Analysing the polls earlier in the campaign the spread between different was almost exactly what you would expect from a stratified sample (what the inquiry team considered the closest approximation to the politically weighted samples used by the polls). In the last fortnight the spread narrowed though, with the final polls all close together. The reason for this seems to be because of methodological change – several of the polling companies made adjustments to their methods during the campaign or for their final polls (something that has been typical at past elections, companies often add extra adjustments to their final polls). Without those changes them the polls would have been more variable….and less accurate. In other words, some pollsters did make changes in their methodology at the end of the campaign which meant the figures were clustered together, but they were open about the methods they were using and it made the figures LESS Labour, not more Labour. Pollsters may or may not, consciously or subconsciously, have been influenced in the methodological decisions they made by what other polls were showing. However, from the inquiry’s analysis we can be confident that any herding did not contribute to the polling error, quite the opposite – all those pollsters who changed methodology during the campaign were more accurate using their new methods.
For completeness, the inquiry also took everyone’s final data and weighted it using the same methods – they found a normal level of variation. They also took everyone’s raw data and applied the weighting and filtering the pollsters said they had used to see if they could recreate the same figures – the figures came out the same, suggesting there was no sharp practice going on.
So what next?
Today’s report wasn’t a huge surprise – as I wrote at the weekend, most of the analysis so far has pointed to unrepresentative samples as the root cause, and the official verdict is in line with that.
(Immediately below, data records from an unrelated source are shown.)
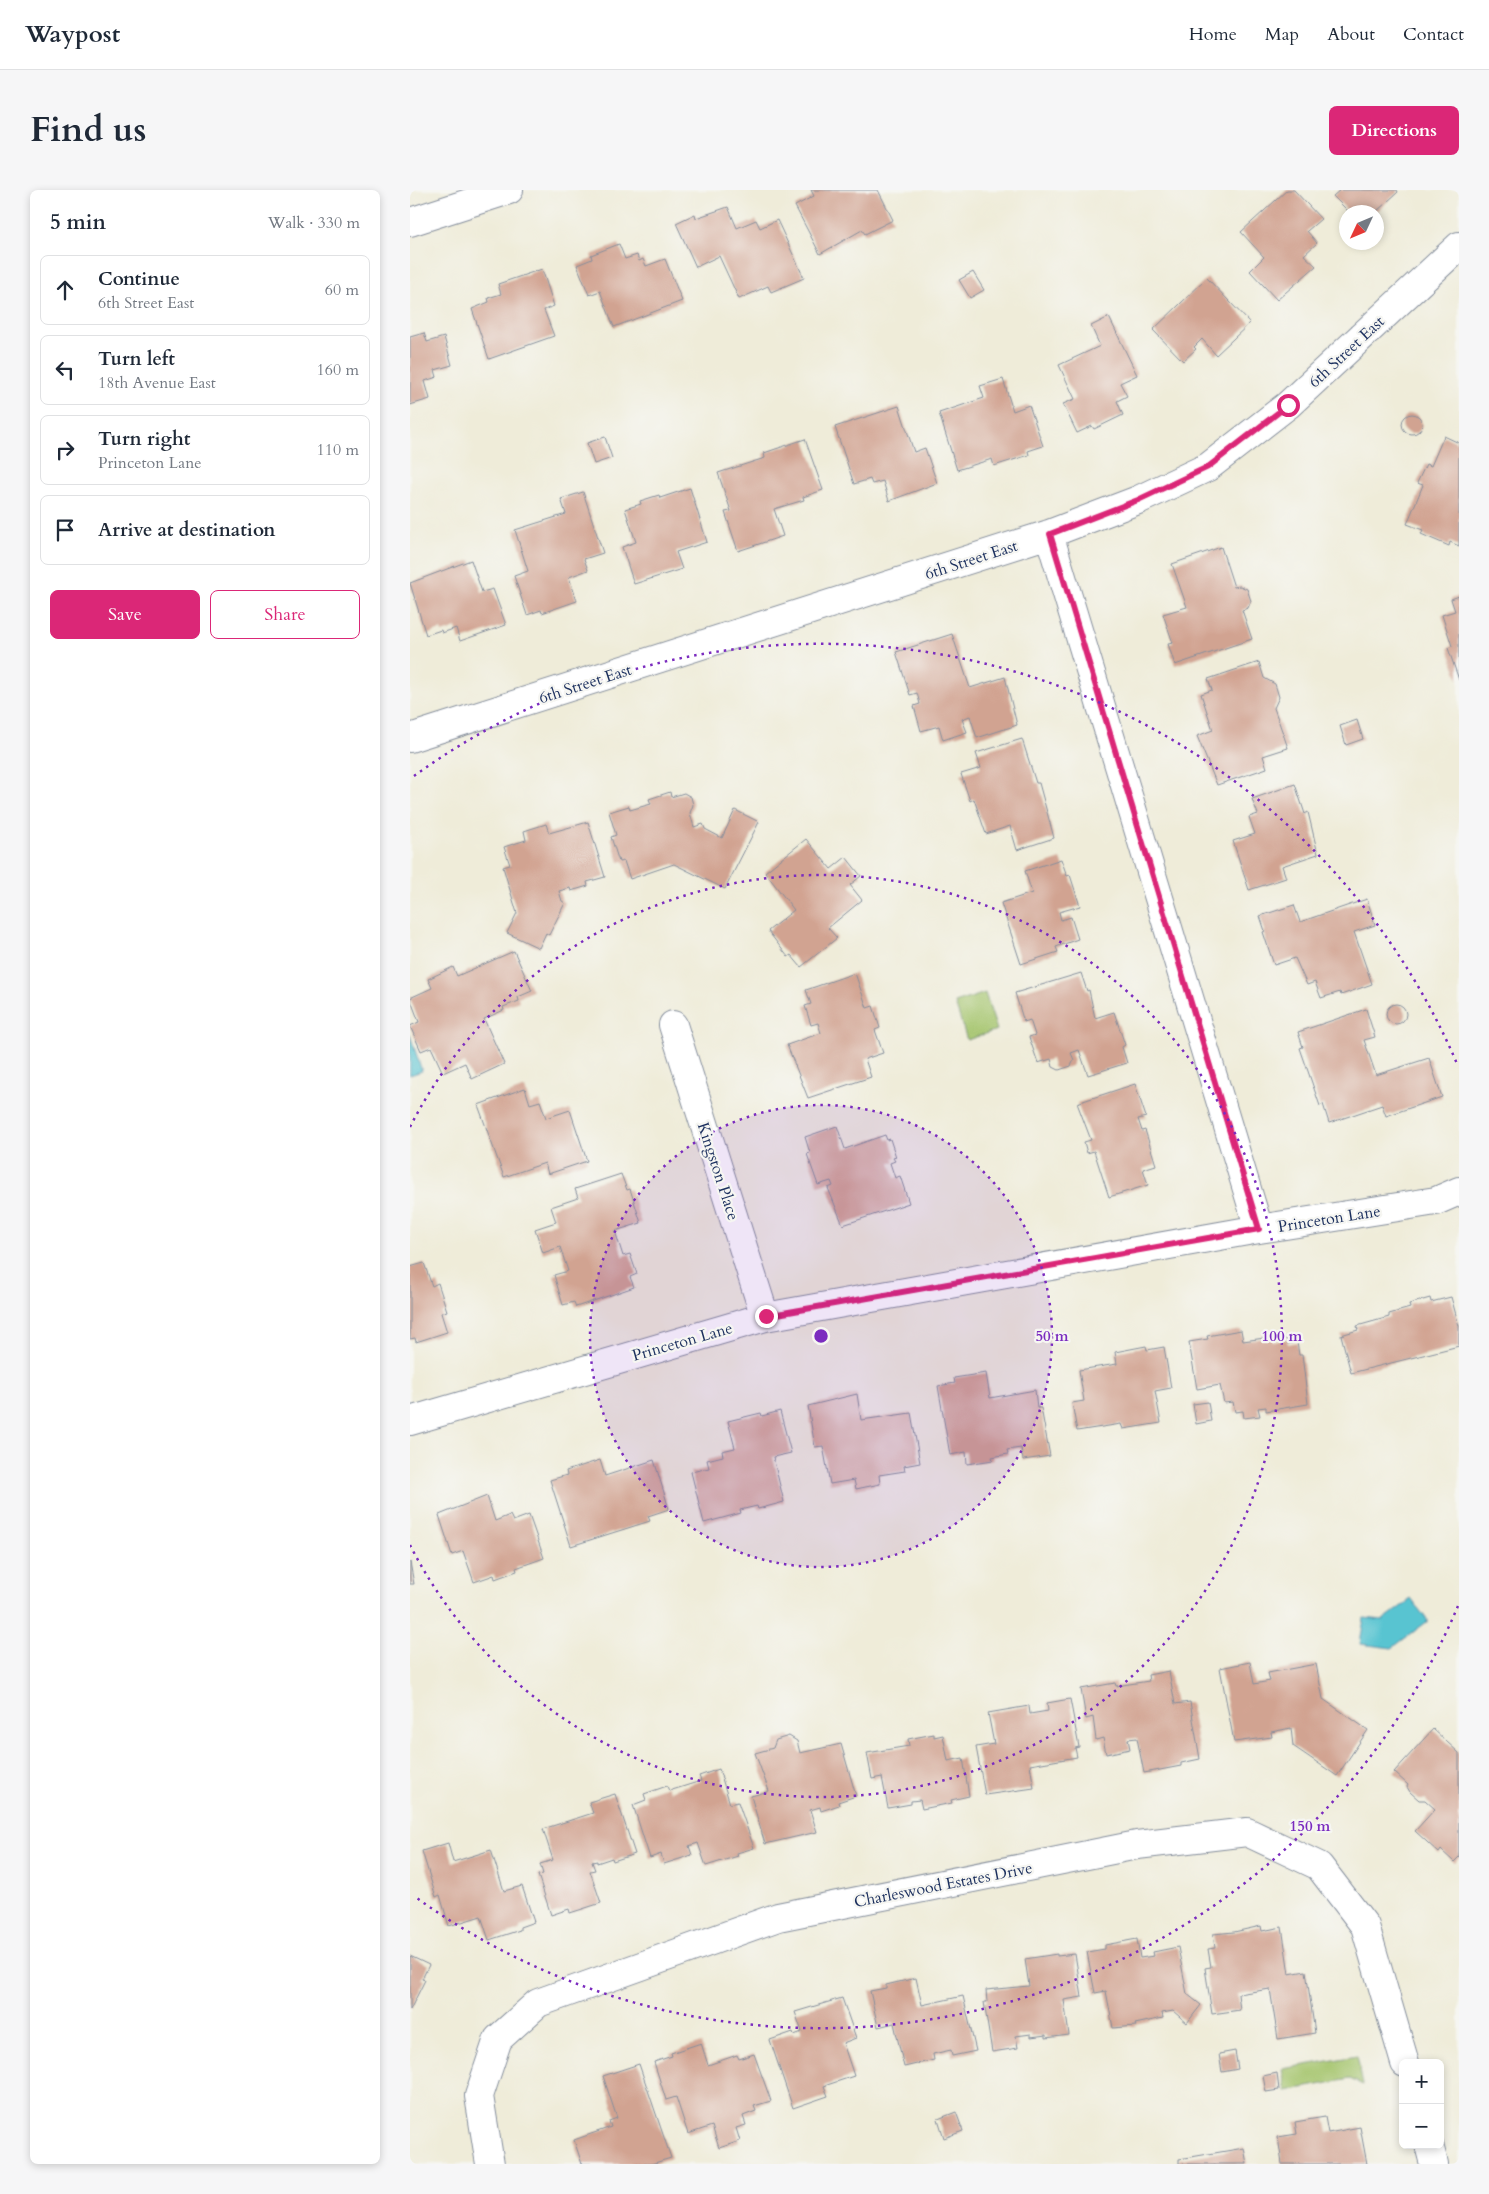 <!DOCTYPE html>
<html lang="en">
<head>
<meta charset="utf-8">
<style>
  body { margin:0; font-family:Cardo,serif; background:#f6f6f7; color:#1f2937 }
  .controls { position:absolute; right:15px; bottom:15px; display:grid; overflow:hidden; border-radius:8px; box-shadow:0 2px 8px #0003 }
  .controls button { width:45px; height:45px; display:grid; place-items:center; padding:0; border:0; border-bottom:1px solid #e0e1e3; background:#fff; color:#1f2937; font:25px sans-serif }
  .compass { position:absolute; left:929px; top:15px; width:45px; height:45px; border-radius:50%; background:#fff; box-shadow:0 2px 8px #0003; rotate:226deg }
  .stop { position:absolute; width:15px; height:15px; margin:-11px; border:4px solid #db2777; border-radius:50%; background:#fff }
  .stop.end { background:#db2777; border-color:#fff; box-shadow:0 1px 5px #0008 }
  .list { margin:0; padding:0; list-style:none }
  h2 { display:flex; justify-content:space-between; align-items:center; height:65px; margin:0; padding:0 20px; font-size:21px }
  h2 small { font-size:16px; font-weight:400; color:#747a83 }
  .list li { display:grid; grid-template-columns:32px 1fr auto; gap:15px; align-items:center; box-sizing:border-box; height:70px; margin:0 10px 10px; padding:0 10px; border:1px solid #e0e1e3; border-radius:8px }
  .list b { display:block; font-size:19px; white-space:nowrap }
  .list p { margin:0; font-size:16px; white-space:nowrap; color:#747a83 }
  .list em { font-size:16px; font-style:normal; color:#747a83 }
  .actions { display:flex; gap:10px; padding:15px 20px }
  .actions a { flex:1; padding:11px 0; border:1px solid #db2777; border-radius:8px; text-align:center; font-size:18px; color:#db2777 }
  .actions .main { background:#db2777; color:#fff }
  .icon { flex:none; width:28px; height:28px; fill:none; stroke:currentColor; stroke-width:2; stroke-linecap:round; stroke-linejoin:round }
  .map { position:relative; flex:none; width:1049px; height:1974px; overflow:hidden; border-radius:8px }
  header { display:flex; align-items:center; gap:30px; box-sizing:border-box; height:70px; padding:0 25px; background:#fff; border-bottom:1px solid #e0e1e3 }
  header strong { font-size:24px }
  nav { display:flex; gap:28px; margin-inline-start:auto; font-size:18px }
  .intro { display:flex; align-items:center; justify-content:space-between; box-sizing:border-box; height:120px; padding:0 30px }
  h1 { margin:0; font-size:35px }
  .button { padding:12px 22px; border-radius:8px; background:#db2777; color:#fff; font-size:18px; font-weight:700 }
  main { display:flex; gap:30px; padding:0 30px }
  aside { flex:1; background:#fff; border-radius:8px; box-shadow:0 2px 8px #0003 }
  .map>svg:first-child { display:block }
</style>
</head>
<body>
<header>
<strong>Waypost</strong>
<nav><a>Home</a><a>Map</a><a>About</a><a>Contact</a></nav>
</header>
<div class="intro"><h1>Find us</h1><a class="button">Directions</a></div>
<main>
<aside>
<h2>5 min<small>Walk · 330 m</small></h2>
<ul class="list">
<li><svg class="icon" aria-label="ahead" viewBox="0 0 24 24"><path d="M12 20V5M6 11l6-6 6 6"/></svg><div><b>Continue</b><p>6th Street East</p></div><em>60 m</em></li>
<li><svg class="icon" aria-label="left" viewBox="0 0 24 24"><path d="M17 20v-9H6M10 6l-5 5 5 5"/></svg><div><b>Turn left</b><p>18th Avenue East</p></div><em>160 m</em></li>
<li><svg class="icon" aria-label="right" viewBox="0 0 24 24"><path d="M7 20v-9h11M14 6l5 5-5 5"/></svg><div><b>Turn right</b><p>Princeton Lane</p></div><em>110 m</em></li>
<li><svg class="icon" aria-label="arrive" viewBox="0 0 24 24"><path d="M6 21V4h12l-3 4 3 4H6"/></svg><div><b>Arrive at destination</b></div></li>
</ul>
<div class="actions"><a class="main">Save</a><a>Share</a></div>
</aside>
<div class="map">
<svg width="1049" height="1974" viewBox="0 0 1049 1974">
  <rect width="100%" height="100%" fill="#f6f6f2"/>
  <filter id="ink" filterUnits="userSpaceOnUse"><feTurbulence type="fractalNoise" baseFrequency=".02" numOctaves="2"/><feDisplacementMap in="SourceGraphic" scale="10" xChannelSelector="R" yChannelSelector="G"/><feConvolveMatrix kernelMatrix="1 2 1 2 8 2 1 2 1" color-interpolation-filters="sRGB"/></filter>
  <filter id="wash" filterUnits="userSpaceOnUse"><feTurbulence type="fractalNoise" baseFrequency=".0096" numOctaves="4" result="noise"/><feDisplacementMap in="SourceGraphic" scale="20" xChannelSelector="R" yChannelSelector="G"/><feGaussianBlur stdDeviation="1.12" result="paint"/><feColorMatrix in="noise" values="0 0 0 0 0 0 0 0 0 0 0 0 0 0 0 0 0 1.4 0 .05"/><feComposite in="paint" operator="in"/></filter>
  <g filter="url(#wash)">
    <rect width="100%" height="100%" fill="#efecd9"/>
    <path fill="#a4c46c" stroke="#607a65" d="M575,803l12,37 -30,10 -12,-37z
      M947,1866l6,29 -13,-6 -64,12 -4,-22z"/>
    <path fill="#58c4d1" stroke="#3a7a98" d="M0,845l12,36 -12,4z
      M1001,1409l17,22 -36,27 -32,-4 4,-26 19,2z"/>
    <g id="blocks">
      <path fill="#d1a391" d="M401,0h67l15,30 -28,14 -3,-4 -42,24 -25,-48 19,-10z
        M877,0h7l27,29 -14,12 10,12 -13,12 12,11 -39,34 -27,-29 14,-14 -23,-25z
        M930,0h57l1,2 -22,20h-27l-16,-16z
        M318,17l9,21 19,-8 4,8 17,-8 27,58 -33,14 -3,-6 -29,13 -20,-43 -23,11 -20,-44 19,-9 1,4z
        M209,54l6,15 12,-4 2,6 4,-2 3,7 19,-7 17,42 -68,26 -14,-36 -11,4 -12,-30 15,-6 -1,-4z
        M132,79l12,37 -10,4 10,26 -65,23 -17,-50 17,-7 -1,-4 13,-4 -3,-10z
        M563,82l11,18 -14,8 -11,-18z
        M797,88l43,45 -34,32 -14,-16 -8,8 2,2 -13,12 -30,-31z
        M699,127l28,58 -17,8 7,13 -10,5 6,14 -29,14 -2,-3 -15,7 -14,-29 12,-5 -16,-34 41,-19 -9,-20z
        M14,143l3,9 17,-5 8,28 -17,5 2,7 -12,4 5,18 -20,6v-68z
        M593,189l10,32 16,-6 14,41 -15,5 1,4 -35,11 -2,-7 -35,11 -18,-57 45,-15 -4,-12z
        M489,216l15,46 11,-4 12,35 -48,18 -6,-20 -11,3 -2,-5 -16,5 -19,-57z
        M992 234a10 10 0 1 1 20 0a10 10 0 1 1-20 0Z
        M1034,246l15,7v103l-9,-4 -1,4 -28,-12 2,-4 -16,-6 16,-39 -6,-2 9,-19 5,2z
        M195,247l7,21 -18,6 -7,-21z
        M395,249l18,51 -20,7 1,3 -30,9 9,27 -45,15 -13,-39 6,-1 -13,-38 47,-15 -1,-5z
        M280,298l17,54 -31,10 6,17 -48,15 -12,-37 14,-5 -11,-33 16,-5 -1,-3 19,-6 1,3z
        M173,302l20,61 -19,6 4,11 -19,7 8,24 -35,12 -1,-3 -14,5 -13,-39 14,-5 -13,-41 51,-16 -5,-15z
        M811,357l13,40 6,-1 7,3 4,12 -3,7 -6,2 10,29 -77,26 -7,-21 5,-1 -10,-29 24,-7 -15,-43z
        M61,370l11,32 11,-3 13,36 -46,16 -4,-13 -14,5 -1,-3 -15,5 -16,-52z
        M1049,406v84l-11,-32 4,-2 -10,-31 13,-4 -4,-12z
        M542,444l18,54 35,-11 12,48 -40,13 -7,-22 -8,3 5,13 -24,8 -4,-14 -18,5 -7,-25 6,-2 -3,-11 -7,2 -14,-43z
        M849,472l5,16 11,6 4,13 -5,11 14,40 -25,8 4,12 -50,17 -20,-49 16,-6 -12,-36 11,-4 -4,-11z
        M947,530l6,19 -17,6 -6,-19z
        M612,549l14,44h3l15,55 -37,12 -7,-24 -24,8 -12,-35 -4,2 -9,-27 20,-6 -5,-15z
        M885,594l10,30 3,-2 10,42 -36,12 4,12 -37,12 -16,-49 22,-7 -6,-17 9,-3 -6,-15z
        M260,602l1,5 13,-4 7,4 2,8 -3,8 4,14 9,-3 2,5 17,9 13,-28 24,12 -34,67 -51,-25 -44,15 -6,-18 -5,1 -8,-25 5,-2 -7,-23 20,-6 1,4 21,-6 -2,-5z
        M178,632l17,55 -18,5 1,4 -17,5 -1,-3 -11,3 3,10 3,2 -16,32 -3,-2 -7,15 -32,-15 10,-20 -14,-46 7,-2 -6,-18 22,-7 -2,-9 22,-7 3,9z
        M396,649l25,30 15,-12 15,19 -11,9 12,15 -34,28 9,10 -36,29 -10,-12 -3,2 -20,-26 26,-21 -29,-38z
        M651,669l6,17 3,-1 10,31 -21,6 2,8 10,-3 7,22 -22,8 2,5 -37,12 -20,-61 31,-10 -7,-22z
        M957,709l8,26 -21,7 18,52 -31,11 -1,-3 -19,6 -6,-16 -8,3 -12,-27 -21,7 -11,-33 2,-1 -5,-15 34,-11 6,17z
        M104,761l18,40 -14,6 1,4 -16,6 1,3 -20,9 20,45 -32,15 -7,-16 -22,10 -12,-26 -10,4 -11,-25 9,-4 -9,-24 22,-10 -4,-9 25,-12 4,9z
        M445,783l12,35 6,-2 7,22 -5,2 8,23 -18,6 6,18 -63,21 -21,-53 34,-12 -3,-10 -7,2 -6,-19 6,-2 -5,-14z
        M671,783l6,18 2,-1 6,28 19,-6 11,33 -3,2 5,16 -39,12 -9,-25 -8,3 3,7 -3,6 -12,4 -6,-3 -2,-8 -13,4 -9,-26 6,-2 -5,-15 -6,2 -9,-29z
        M976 824a10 10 0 1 1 20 0a10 10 0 1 1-20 0Z
        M956,819l9,28 -11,3 12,35 53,-17 13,39 -56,19 -4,-11 -53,18 -6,-19 -3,2 -20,-58 3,-1 -5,-15z
        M725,894l11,33 -8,2 4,12 3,-1 11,35 -13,4 5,16 -39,12 -15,-46 -7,2 -3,-11 7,-2 -14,-37z
        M115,898l5,16 10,-3 6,17 24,-8 17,51 -39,13 -3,-11 -41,14 -26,-72z
        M427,936l8,23 40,-14 2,5 3,-1 6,18 -3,1 2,3 -5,2 5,15 5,-2 9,27 -66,22 -15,-37 5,-2 -2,-5 -13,4 -11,-31 3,-1 -5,-16z
        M211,984l6,16 3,-1 11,34 -26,8 8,25 7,-2 7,20 -7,3 4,10 -58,20 -2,-5 -11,3 -9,-30 14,-4 -8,-24 -17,6 -8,-24 21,-7 -5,-15 27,-9 -3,-9z
        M14,1073l8,23 6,-3 9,28 -6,2 6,19 -31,10 -1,-4 -5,1v-72z
        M1041,1107l8,29v20l-108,27 -10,-38 17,-5 -1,-4 32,-9v-3l21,-6 -1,-4 21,-6 1,4z
        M831,1140l2,11 29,-4 1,5 14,-3 1,5 9,-2 2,13h3l6,49 -42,7v-4l-8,1 2,8 -16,2 -1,-7 -8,1 -2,-10 -9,1 -4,-18 -23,4 -8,-47 19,-3 -1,-3z
        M736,1156l1,4 17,-3 7,41 -16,3 6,32 -38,6 -2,-5 -44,7 -5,-28 12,-2 -5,-31 38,-6 -2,-12z
        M576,1183l4,25 45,-8 2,18h4l9,48 -27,4 -2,-12 -14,2 1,4 -16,3 1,3 -26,4 -1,-12 -16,3 -12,-69 17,-3 -1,-5z
        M447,1204l4,26 50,-7 9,50 -16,3 1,5 -26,4 1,9 -24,5 -2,-9 -24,4 -7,-38 -8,1 -7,-41z
        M798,1212l3,19 -15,3 -3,-20z
        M370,1221l11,42 -18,4 11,45 -26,7 -1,-3 -17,4 1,3 -37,10 -13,-51 18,-4 -2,-8 16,-4 -1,-5 13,-3 -7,-27 33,-8 1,3z
        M190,1270l5,16 49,-16 15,49 -21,7 2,5 -79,25 -21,-66 17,-5 -1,-4z
        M77,1306l8,25 15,-6 3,6 16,-6 15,43 -28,10 1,3 -22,8 -1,-4 -20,7 -11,-31 -11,4 -13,-40z
        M0,1372l4,22h-4z
        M840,1472l4,22 16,-3 -2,-8 48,-9 7,35 45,31 -31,46 -44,-30 -2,-18 -20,4 1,5 -38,5 -14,-74z
        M759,1481l6,33 15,-2 10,57 -19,4v3l-37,7 -7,-35 -9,1 2,10 -24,5 -3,-16 -7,2 -3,-23 -7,2 -5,-30 34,-6 1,3 33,-5 -1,-6z
        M660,1509l9,48 -4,1 2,9 -47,8 4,23 -49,7 -9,-48 18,-3 -6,-31 41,-7 1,8 18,-3 -1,-8z
        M1023,1539l26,24v104l-5,5 -13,-12 -2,3 -24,-22 20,-22 -10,-9h-6l-9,-8 -3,-5 1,-2 -14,-13z
        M524,1544v3l9,-2 5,26 15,-3 6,38 -18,4 1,3 -30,6 -2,-9 -9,1v3l-23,4 -6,-31 -10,2 -5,-26 42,-7 -1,-7z
        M379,1546l8,5 3,12 41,-9 15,52 -18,6 1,3 -18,6 -1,-4 -10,3 7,22 -52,12 -14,-48 18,-5 -14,-38 18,-5 3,-8z
        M309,1579l11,35 8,-2 16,46 -17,5 1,3 -32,10 -8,-23 -9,3 3,9 -28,9 -3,-10 -11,4 -17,-53 13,-5 -2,-6 23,-8 2,5 32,-10 -2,-5z
        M205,1604l20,60 -22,7 -1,-3 -15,5v-2l-5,1 3,8 -5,1 11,32 -31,10 -1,-4 -18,6 -13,-40 5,-1 -3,-10 13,-4 -10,-31 50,-16 -4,-11z
        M38,1653l5,19 38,-12 13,41 18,-5 12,36 -14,5v3l-31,10 -8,-24 -32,10 -9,-31 -4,2 -14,-46z
        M851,1736l1,5 20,-4 7,47 17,-3 9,62 -37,6 -8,-50 -32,5 2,16 -28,4 -7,-46 6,-1 -3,-18 7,-1 -2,-14 21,-2z
        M727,1749l3,19 14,-2 -1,-4 25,-5 9,47 14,11 -14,18 -14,-12 -11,2 1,5 -28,6 1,2 -23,2 -7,-37 -11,2 -8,-41 18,-3v-4z
        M647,1764v2l18,-2 7,43 -18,3 5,35 -23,3v-3l-15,2v-3l-15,2 2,12 -26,4 -8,-50h3l-1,-12 43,-4 -4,-27z
        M0,1766l19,9 -7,14 3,1 -15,30z
        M506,1788l6,27 41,-9 13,55 -24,5 -1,-6 -18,4 1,6 -30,7 -10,-44 -16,4 -8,-36 16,-3v-3z
        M432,1808l14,40 -13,5 11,33 -30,10 4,10 -35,12 -23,-68 23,-8 1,3 8,-3 -7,-20z
        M291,1853l7,22 29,-10 2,4 15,-5 17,47 -17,5 2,5 -13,5 3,9 -10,3 4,13 -21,7 -7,-22 -24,8 -12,-37 -10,3 -12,-38 18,-6 -1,-3z
        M825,1861l3,18 -16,3 -3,-18z
        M229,1874l32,94 -20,6h-69l-8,-24 37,-13 -2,-6 8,-3 -14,-42z
        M867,1883l2,17 -13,2 -3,-16z
        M546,1922l7,19 -19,7 -6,-19z
        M915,1927l3,16 32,-6 7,37h-85l-4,-27 19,-3 -2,-12z
        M834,1958l3,16h-68v-5z"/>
    </g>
  </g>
  <g filter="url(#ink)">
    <use href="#blocks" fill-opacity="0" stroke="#858e9c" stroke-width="1"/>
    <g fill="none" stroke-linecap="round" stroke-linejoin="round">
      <g stroke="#858e9c" stroke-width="30">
        <path id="minor" d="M0,32l99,-32
          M639,344l210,695
          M0,548l639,-204 89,-34 70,-33 80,-62 171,-159
          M263,835l92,292
          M0,1231l355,-104 494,-88 177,-28 23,-10
          M1019,1955l5,19
          M80,1974l-11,-68 19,-57 40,-36 240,-86 359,-72 110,-13 72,34 46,60 40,137"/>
      </g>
      <use href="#minor" stroke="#fff" stroke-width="28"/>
    </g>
  </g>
  <g fill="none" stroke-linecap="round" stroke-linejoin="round" filter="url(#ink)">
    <path stroke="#db2777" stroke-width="6" d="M356,1126l493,-87 -209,-695 88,-34 70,-33 80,-62"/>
  </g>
  <circle cx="411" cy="1146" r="231" fill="#7b2cbf" fill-opacity=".12"/>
  <g fill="none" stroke="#7b2cbf" stroke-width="2.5" stroke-dasharray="2.5 5">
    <circle cx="411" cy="1146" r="231"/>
    <path d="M0 937A461 461 0 1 1 0 1355"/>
    <path d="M1048 1416A692 692 0 0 1 4 1706M4 586A692 692 0 0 1 1048 876"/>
  </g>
  <g text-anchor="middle" stroke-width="4.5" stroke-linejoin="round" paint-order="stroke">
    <g font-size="16" fill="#1b2f5e" stroke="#f6f6f2">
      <text transform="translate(936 161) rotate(-43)" y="6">6th Street East</text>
      <text transform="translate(561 369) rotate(-18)" y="6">6th Street East</text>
      <text transform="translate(175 493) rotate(-18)" y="6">6th Street East</text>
      <text transform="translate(309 981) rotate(72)" y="6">Kingston Place</text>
      <text transform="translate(919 1028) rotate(-9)" y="6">Princeton Lane</text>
      <text transform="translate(272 1151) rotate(-16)" y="6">Princeton Lane</text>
      <text transform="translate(533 1694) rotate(-11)" y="6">Charleswood Estates Drive</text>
    </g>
  </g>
  <circle cx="411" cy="1146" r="8" fill="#7b2cbf" stroke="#f6f6f2" stroke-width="2.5"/>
  <g font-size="15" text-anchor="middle" font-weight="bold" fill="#7b2cbf" stroke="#f6f6f2" stroke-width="4.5" stroke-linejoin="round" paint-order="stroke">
    <text x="642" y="1151">50 m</text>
    <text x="872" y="1151">100 m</text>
    <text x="900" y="1641">150 m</text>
  </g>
</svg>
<div class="controls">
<button>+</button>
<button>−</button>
</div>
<svg class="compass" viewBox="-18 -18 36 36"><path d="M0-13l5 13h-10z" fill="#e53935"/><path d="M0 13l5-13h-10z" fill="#747a83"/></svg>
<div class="stop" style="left:878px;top:215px"></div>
<div class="stop end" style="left:356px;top:1126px"></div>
</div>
</main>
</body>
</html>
In terms of the information released today there were no recommendations, it was just about the diagnosis – the inquiry will be submitting their full written report in March. It will have some recommendations on methodology – but no silver bullet – but with the diagnosis confirmed the pollsters can start working on their own solutions. Many of the companies released statements today welcoming the findings and agreeing with the cause of the error, we shall see what different ways they come up with to solve it.